November 2016
Wellness Data Is Health Data?
Nike has made changes to its Running App after the Autoriteit Persoonsgegevens (AP) determined the app was collecting sensitive health data without appropriate consent, and put no limitation on retention of the sensitive data. The sensitive health data collected included:
• walking distances, speeds and times
• calories burned
• stride length
• gender
• height
• weight
• location
Nike has modified its app to more clearly notify users of data collection, as well as updated its privacy policy to more clearly state what data is collected and how it is used. Additionally, Nike will encrypt app data older than 13 months so it will only be accessible to the app user. Data will then be deleted after four years.
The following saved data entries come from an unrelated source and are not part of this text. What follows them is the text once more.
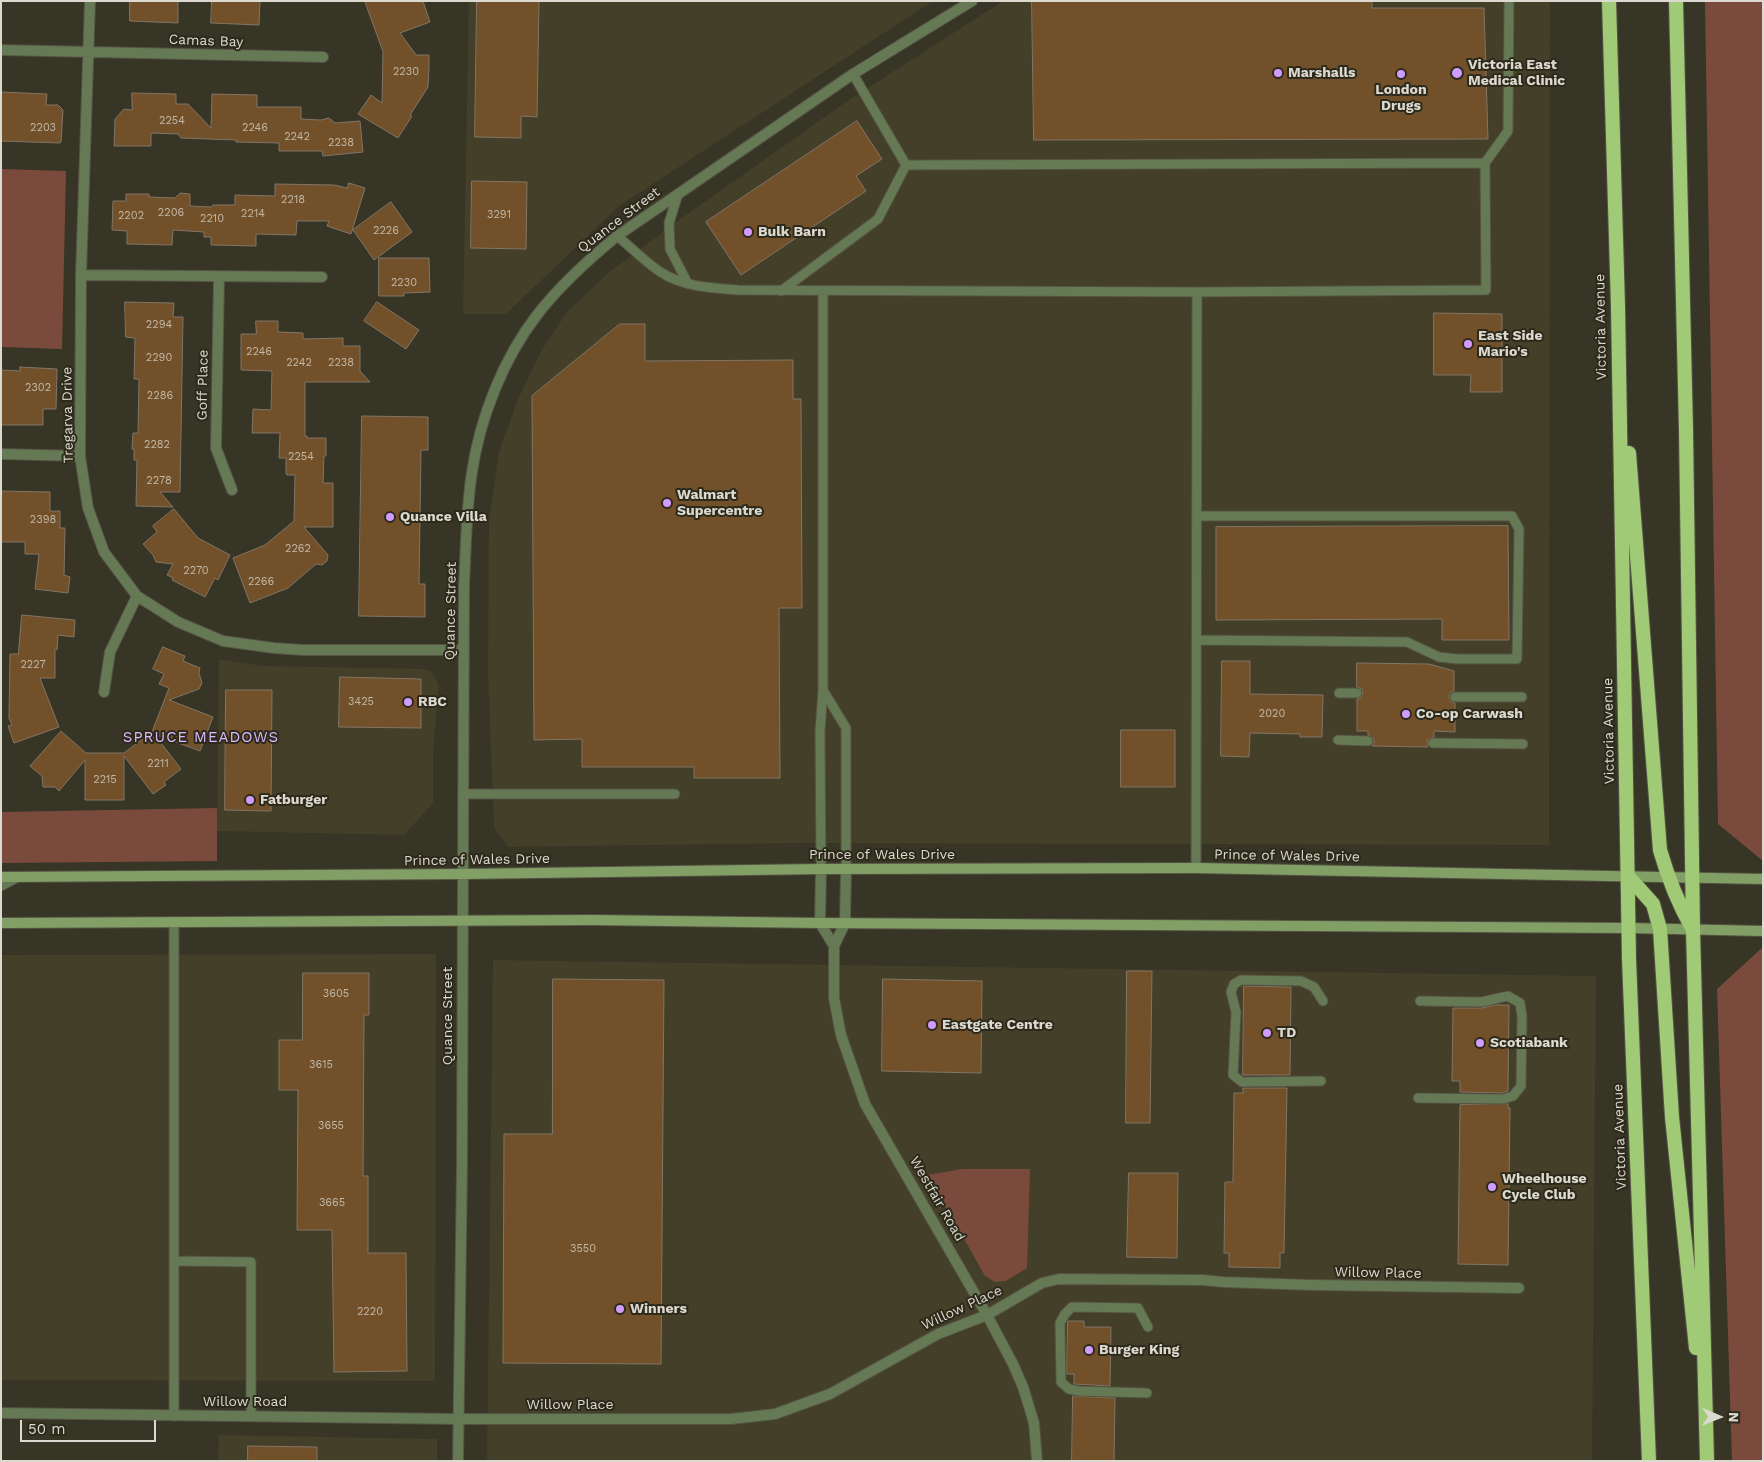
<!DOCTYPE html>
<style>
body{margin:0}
#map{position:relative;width:1764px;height:1462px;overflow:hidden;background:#373525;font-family:"Work Sans",sans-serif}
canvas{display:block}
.frame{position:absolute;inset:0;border:2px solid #dcdad0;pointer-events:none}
.north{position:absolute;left:1694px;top:1392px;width:50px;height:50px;-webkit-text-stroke:4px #2d2a1b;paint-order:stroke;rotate:91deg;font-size:14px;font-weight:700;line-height:20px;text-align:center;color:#dcdad0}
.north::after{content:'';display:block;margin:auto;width:18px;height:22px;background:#dcdad0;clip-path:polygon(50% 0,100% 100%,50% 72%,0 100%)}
.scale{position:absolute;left:20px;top:1420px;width:136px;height:22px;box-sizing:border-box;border:2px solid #dcdad0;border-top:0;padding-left:6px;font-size:15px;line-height:18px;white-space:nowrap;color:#dcdad0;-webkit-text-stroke:4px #2d2a1b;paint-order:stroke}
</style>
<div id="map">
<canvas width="1764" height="1462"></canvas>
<div class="frame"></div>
<div class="north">N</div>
<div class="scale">50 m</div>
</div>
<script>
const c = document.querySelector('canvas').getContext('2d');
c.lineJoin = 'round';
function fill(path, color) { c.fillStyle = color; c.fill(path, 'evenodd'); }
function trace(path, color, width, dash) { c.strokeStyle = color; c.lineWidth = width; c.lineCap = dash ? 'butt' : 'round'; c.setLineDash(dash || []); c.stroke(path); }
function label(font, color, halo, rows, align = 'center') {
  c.font = font + ' "Work Sans",sans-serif'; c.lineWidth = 4; c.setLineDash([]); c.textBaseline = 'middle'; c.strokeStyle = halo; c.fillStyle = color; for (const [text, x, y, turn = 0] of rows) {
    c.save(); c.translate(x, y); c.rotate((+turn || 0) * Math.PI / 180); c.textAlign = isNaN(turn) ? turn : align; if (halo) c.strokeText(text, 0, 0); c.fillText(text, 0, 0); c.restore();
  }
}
fill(new Path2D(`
 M 469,1 L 933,1 L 619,206 L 506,314 L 463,314 Z
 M 1003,1 L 1550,1 L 1549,845 L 797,843 L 508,847 L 494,827 L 488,672 L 489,520 L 499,452 L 518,399 L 541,351 L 567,312 L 607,274 L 686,215 L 846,102 Z
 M 219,659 L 241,663 L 267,666 L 424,669 L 430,671 L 434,676 L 439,685 L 433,751 L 433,803 L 404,835 L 217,831 Z
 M 436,954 L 435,1381 L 1,1380 L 1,955 Z
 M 493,960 L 1596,976 L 1592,1461 L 487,1461 Z
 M 219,1435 L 437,1439 L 437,1461 L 218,1461 Z`), '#433f28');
fill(new Path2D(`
 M 1705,1 L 1763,1 L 1763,861 L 1718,824 Z
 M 1,169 L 66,171 L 62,349 L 1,347 Z
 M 217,808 L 217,861 L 1,863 L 1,812 Z
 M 1763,947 L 1763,1461 L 1732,1461 L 1717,989 Z
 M 962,1169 L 1030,1169 L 1027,1268 L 1006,1281 L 995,1282 L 985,1276 L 928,1175 Z`), '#7a4b3c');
const building = new Path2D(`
 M 130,1 L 178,1 L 178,23 L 130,21 Z
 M 212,1 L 260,1 L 259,25 L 211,23 Z
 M 365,1 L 423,1 L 430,22 L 400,33 L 416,55 L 429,55 L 429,68 L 428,87 L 410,115 L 412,116 L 398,138 L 358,114 L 371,95 L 382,103 L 383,52 Z
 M 477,1 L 539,1 L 537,117 L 521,116 L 521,138 L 475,137 Z
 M 1032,1 L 1372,1 L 1372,8 L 1484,8 L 1488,139 L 1034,140 Z
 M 1,92 L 47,94 L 46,105 L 58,105 L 63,110 L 61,142 L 60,143 L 1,141 Z
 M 132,93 L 176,94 L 176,104 L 188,104 L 211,128 L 212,94 L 257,95 L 257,107 L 301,107 L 301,119 L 321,120 L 329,118 L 335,123 L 360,121 L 363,152 L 323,156 L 322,151 L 279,151 L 279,143 L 236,142 L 236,140 L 181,138 L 178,134 L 151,133 L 151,146 L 114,146 L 115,119 L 124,109 L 132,110 Z
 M 857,121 L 882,159 L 856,176 L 866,191 L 741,275 L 706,222 Z
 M 472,181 L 527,182 L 526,249 L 471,248 Z
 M 349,183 L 365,188 L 351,234 L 327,226 L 329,221 L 297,221 L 296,235 L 256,234 L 256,246 L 211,245 L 211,237 L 204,237 L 204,232 L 173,230 L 172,245 L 127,244 L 127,231 L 112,230 L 113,201 L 126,201 L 126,194 L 149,194 L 149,197 L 175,198 L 180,193 L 190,194 L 190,206 L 211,207 L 213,205 L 235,205 L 235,195 L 275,196 L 275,184 L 334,185 L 347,188 Z
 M 391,202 L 412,232 L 374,260 L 353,230 Z
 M 379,258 L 429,258 L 430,292 L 404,293 L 404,296 L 379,296 Z
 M 125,302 L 174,303 L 173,317 L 183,317 L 180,492 L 160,492 L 173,507 L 136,506 L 137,460 L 134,460 L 134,449 L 132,449 L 133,433 L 138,433 L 139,379 L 134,379 L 135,339 L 134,338 L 126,337 Z
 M 377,302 L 419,330 L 406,349 L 364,321 Z
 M 1434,313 L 1502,314 L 1502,392 L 1470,392 L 1471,375 L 1434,375 Z
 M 256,321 L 278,321 L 278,332 L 303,333 L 303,339 L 343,338 L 343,346 L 360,346 L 360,371 L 370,382 L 305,382 L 305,436 L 307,436 L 307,438 L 326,438 L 326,456 L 324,456 L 323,483 L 333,483 L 333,527 L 304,527 L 328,555 L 327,561 L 322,565 L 316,564 L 288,588 L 250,603 L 233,558 L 265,545 L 294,521 L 295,475 L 287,475 L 286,473 L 286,458 L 279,458 L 280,433 L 252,433 L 253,409 L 271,410 L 272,371 L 241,370 L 241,334 L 256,334 Z
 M 620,324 L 645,324 L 645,361 L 793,360 L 793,399 L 801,399 L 802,608 L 779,608 L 780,778 L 694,778 L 694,767 L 582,767 L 582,739 L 534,740 L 532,396 Z
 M 20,367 L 57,369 L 56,409 L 43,409 L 43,425 L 1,425 L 1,370 L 20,371 Z
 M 362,416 L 428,417 L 428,450 L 421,450 L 419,584 L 425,584 L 425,617 L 359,616 Z
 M 2,491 L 50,492 L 50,511 L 60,511 L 60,528 L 65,528 L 64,575 L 70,577 L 68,593 L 35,589 L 39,554 L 25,554 L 25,542 L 1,542 Z
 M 174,509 L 198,538 L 230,555 L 218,580 L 215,578 L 205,597 L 172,580 L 173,578 L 167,575 L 173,564 L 156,562 L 153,555 L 143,544 L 157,532 L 153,526 Z
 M 1508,526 L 1509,640 L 1442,640 L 1442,619 L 1216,620 L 1216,527 Z
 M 22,615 L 75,620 L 74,637 L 58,635 L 57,650 L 55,649 L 55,678 L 40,678 L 59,727 L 14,743 L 8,726 L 12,725 L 9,718 L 10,654 L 18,654 Z
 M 163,647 L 185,656 L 183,661 L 200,668 L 199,673 L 202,683 L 199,689 L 169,700 L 213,717 L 200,751 L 154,734 L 181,769 L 164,782 L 166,785 L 153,794 L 124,756 L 124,800 L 85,800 L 85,760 L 59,791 L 55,787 L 43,787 L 42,776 L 30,766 L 61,731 L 86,753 L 124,753 L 152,732 L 169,688 L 159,684 L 164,674 L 153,669 Z
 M 1222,661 L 1250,661 L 1250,694 L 1323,695 L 1322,737 L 1300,737 L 1300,734 L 1250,733 L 1249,757 L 1221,756 Z
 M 1357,663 L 1429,664 L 1454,671 L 1454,691 L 1450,693 L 1449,697 L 1451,702 L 1455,703 L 1455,732 L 1434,731 L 1434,737 L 1427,740 L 1428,747 L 1372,746 L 1374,742 L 1374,739 L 1368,735 L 1368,731 L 1357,731 L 1357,699 L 1361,698 L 1363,693 L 1362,689 L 1357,687 Z
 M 340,677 L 421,679 L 421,728 L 339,727 Z
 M 226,690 L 272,690 L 271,811 L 225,810 Z
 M 1121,730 L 1175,730 L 1175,787 L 1121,787 Z
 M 1127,971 L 1152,971 L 1150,1123 L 1126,1123 Z
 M 303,973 L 369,973 L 369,1015 L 364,1015 L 363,1176 L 368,1176 L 368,1253 L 406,1253 L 407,1371 L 334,1372 L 332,1230 L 297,1230 L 298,1090 L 279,1090 L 279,1040 L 302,1040 Z
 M 553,979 L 664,980 L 661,1364 L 503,1363 L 504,1134 L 552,1134 Z
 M 883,979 L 982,981 L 981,1073 L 882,1071 Z
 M 1244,986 L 1291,987 L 1290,1075 L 1243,1075 Z
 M 1495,1005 L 1509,1005 L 1508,1091 L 1502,1093 L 1460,1092 L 1460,1081 L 1452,1081 L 1453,1008 L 1481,1008 Z
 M 1243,1088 L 1287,1088 L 1284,1253 L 1280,1253 L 1280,1268 L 1229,1267 L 1229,1253 L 1224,1253 L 1225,1182 L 1233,1182 L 1234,1093 L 1243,1093 Z
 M 1508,1104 L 1508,1108 L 1510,1108 L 1508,1265 L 1458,1264 L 1460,1105 Z
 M 1129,1173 L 1178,1173 L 1177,1258 L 1127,1257 Z
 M 1068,1321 L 1084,1321 L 1084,1327 L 1111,1327 L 1110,1386 L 1074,1384 L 1074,1374 L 1067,1374 Z
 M 1073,1396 L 1115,1398 L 1114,1461 L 1072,1461 Z
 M 248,1446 L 317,1447 L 317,1461 L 248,1461 Z`);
fill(building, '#72512a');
trace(building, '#827567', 1);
const service = new Path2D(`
 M 906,165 L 1485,163
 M 678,194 L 669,223 L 670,249 L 688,284
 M 617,236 C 631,247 644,261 659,271 C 682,287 712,288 738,290 L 1197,292 L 1486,290 L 1485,163 L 1508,131 L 1509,1
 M 781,291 L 878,219 L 906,165 L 853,74
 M 1197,640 L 1407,642 L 1439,657 L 1457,659 L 1517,659 L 1519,529 L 1512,516 L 1197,516
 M 823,690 L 846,728 L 846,869
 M 1339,693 L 1357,693
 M 1455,697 L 1522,697
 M 1338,740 L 1368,741
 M 1433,743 L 1523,744
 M 463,794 L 675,794
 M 1196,868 L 1197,292
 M 821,869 L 820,731 L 823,690 L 823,291
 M 1,886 L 18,877
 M 1321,1081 L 1242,1082 L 1233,1075 L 1236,1012 L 1231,992 L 1234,984 L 1241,980 L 1301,981 L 1314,987 L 1323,1001
 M 1418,1098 L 1503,1099 L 1513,1096 L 1521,1086 L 1522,1016 L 1520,1003 L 1508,996 L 1481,1002 L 1420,1001
 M 175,1261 L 251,1262 L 251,1416
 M 1147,1393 L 1079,1391 L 1069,1389 L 1061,1382 L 1060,1323 L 1065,1314 L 1072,1307 L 1138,1308 L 1148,1327
 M 174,1416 L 174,922`);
const minor = new Path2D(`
 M 90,1 L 81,275 L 80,456 L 88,508 L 104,552 L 137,596 L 178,622 L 223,641 L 274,648 L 303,650 L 463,650
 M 1,50 L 323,57
 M 81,275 L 322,277
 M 219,277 L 216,448 L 232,490
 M 1,454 L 80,456
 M 104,692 L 110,652 L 137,596
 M 821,869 L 820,923 L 834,946
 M 846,869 L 845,923 L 834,946 L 834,998 L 841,1035 L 865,1104 L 987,1315 L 1013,1364 L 1023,1387 L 1034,1423 L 1037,1461
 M 1,1413 L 459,1419 L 731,1419 L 775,1414 L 830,1394 L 938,1334 L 987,1315 L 1042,1283 L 1059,1279 L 1203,1280 L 1223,1282 L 1312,1285 L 1519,1288`);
const tertiary = new Path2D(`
 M 458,1461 L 462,1165 L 464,586 C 466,548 466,510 472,472 C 480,418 503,359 537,315 C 560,285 588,260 617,236 L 853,74 L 972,1`);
const secondary = new Path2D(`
 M 1,877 L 462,874 L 821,869 L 1196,868 L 1763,879
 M 1,923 L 592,920 L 820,923 L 1629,928 L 1763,931`);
const trunk = new Path2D(`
 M 1609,1 L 1618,307 L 1629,959 L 1649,1461
 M 1676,1 L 1686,430 L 1693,930 L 1707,1461
 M 1629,453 L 1660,850 C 1668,878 1678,903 1692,928
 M 1628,876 L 1653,904 L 1660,929 L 1672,1117 L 1696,1348`);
trace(service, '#555344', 11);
trace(minor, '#555344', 12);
trace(tertiary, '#555344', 12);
trace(secondary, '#555344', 12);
trace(trunk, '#555344', 16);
trace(service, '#667955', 9);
trace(minor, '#667955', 10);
trace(tertiary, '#667955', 10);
trace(secondary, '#82a065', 10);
trace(trunk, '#a0ca76', 14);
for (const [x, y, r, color] of [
 [1278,73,5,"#d09dff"],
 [1457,73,6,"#d09dff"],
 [1401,74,5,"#d09dff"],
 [748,232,5,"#d09dff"],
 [1468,344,5,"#d09dff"],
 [667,503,5,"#d09dff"],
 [390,517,5,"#d09dff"],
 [408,702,5,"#d09dff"],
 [1406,714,5,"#d09dff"],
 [250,800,5,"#d09dff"],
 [932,1025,5,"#d09dff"],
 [1267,1033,5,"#d09dff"],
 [1480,1043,5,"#d09dff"],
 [1492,1187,5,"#d09dff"],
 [620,1309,5,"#d09dff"],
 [1089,1350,5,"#d09dff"]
]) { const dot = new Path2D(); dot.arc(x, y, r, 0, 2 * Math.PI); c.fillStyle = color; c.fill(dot); trace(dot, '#2d2a1b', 2); }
label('11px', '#c2b8a6', null, [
 ["2230",406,72],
 ["2254",172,121],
 ["2203",43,128],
 ["2246",255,128],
 ["2242",297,137],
 ["2238",341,143],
 ["2218",293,200],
 ["2206",171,213],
 ["2214",253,214],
 ["3291",499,215],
 ["2202",131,216],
 ["2210",212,219],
 ["2226",386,231],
 ["2230",404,283],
 ["2294",159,325],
 ["2246",259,352],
 ["2290",159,358],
 ["2242",299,363],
 ["2238",341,363],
 ["2302",38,388],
 ["2286",160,396],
 ["2282",157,445],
 ["2254",301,457],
 ["2278",159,481],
 ["2398",43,520],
 ["2262",298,549],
 ["2270",196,571],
 ["2266",261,582],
 ["2227",33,665],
 ["3425",361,702],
 ["2020",1272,714],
 ["2211",158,764],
 ["2215",105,780],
 ["3605",336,994],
 ["3615",321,1065],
 ["3655",331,1126],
 ["3665",332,1203],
 ["3550",583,1249],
 ["2220",370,1312]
]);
label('14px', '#dcdad0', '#2d2a1b', [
 ["Camas Bay",206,41,2],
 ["Quance Street",619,220,-37],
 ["Victoria Avenue",1601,327,-91],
 ["Goff Place",203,385,-89],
 ["Tregarva Drive",68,415,-91],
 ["Quance Street",451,611,-89],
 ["Victoria Avenue",1609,731,-91],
 ["Prince of Wales Drive",882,855],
 ["Prince of Wales Drive",1287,856,1],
 ["Prince of Wales Drive",477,860,-1],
 ["Quance Street",448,1016,-90],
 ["Victoria Avenue",1620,1137,-92],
 ["Westfair Road",937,1199,60],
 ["Willow Place",1378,1273,1],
 ["Willow Place",962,1308,-25],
 ["Willow Road",245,1402],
 ["Willow Place",570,1405]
]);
label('bold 14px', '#dcdad0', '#2d2a1b', [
 ["Victoria East",1468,65],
 ["Medical Clinic",1468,81],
 ["Marshalls",1288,73],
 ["London",1401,90,"center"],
 ["Drugs",1401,106,"center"],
 ["Bulk Barn",758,232],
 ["East Side",1478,336],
 ["Mario's",1478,352],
 ["Walmart",677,495],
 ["Supercentre",677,511],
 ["Quance Villa",400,517],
 ["RBC",418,702],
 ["Co-op Carwash",1416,714],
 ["Fatburger",260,800],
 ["Eastgate Centre",942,1025],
 ["TD",1277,1033],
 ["Scotiabank",1490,1043],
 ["Wheelhouse",1502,1179],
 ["Cycle Club",1502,1195],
 ["Winners",630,1309],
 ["Burger King",1099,1350]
], 'left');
c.letterSpacing = '1px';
label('15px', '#dcbafe', '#2d2a1b', [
 ["SPRUCE MEADOWS",201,738]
]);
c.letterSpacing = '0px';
</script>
https://autoriteitpersoonsgegevens.nl/nl/nieuws/ap-nike-be%C3%ABindigt-overtredingen-hardloop-app
jbho: food for thought. Even though you might not be using health related data as a health care provider, health plan, public health authority, employer, life insurer, school or university, or health care clearinghouse, the regulators might consider wellness data as PHI anyway.
UPDATE: 20Apr2017 – The AP announced Bluetrace has ceased WiFi tracking, obviating the need for fines, and closing the matter.
https://autoriteitpersoonsgegevens.nl/nl/nieuws/bluetrace-be%C3%ABindigt-overtredingen-wifi-tracking-na-optreden-ap
August 2016
Cease And Desist Order Against In-Store WiFi Tracker
The Autoriteit Persoonsgegevens (AP) has issued a cease and desist order against WiFi Tracker BlueTrace. The order gives BlueTrace six months to:
• ensure data is not collected from individuals in neighboring properties
• immediately delete or anonymize data collected from passersby
• post notice that the collection is taking place, including how long data will be kept and who to contact for additional information
If the above are not completed within the required six months, the AP can issue fines of €5,000 (~ $5,500) per week (capped at €100,000 (~ $110,000).
BlueTrace has agreed to limit collection to store hours, and has set a maximum retention period of 24 hours. Both are welcomed by the AP. BlueTrace has drafted a privacy policy, and created stickers and information leaflets about the WiFi tracking. However, the AP currently considers this work ‘incomplete.’
https://autoriteitpersoonsgegevens.nl/nl/nieuws/ap-legt-wifi-tracker-bluetrace-last-onder-dwangsom-op
jbho: as device tracking becomes more ubiquitous, it will be interesting to see how DPAs respond.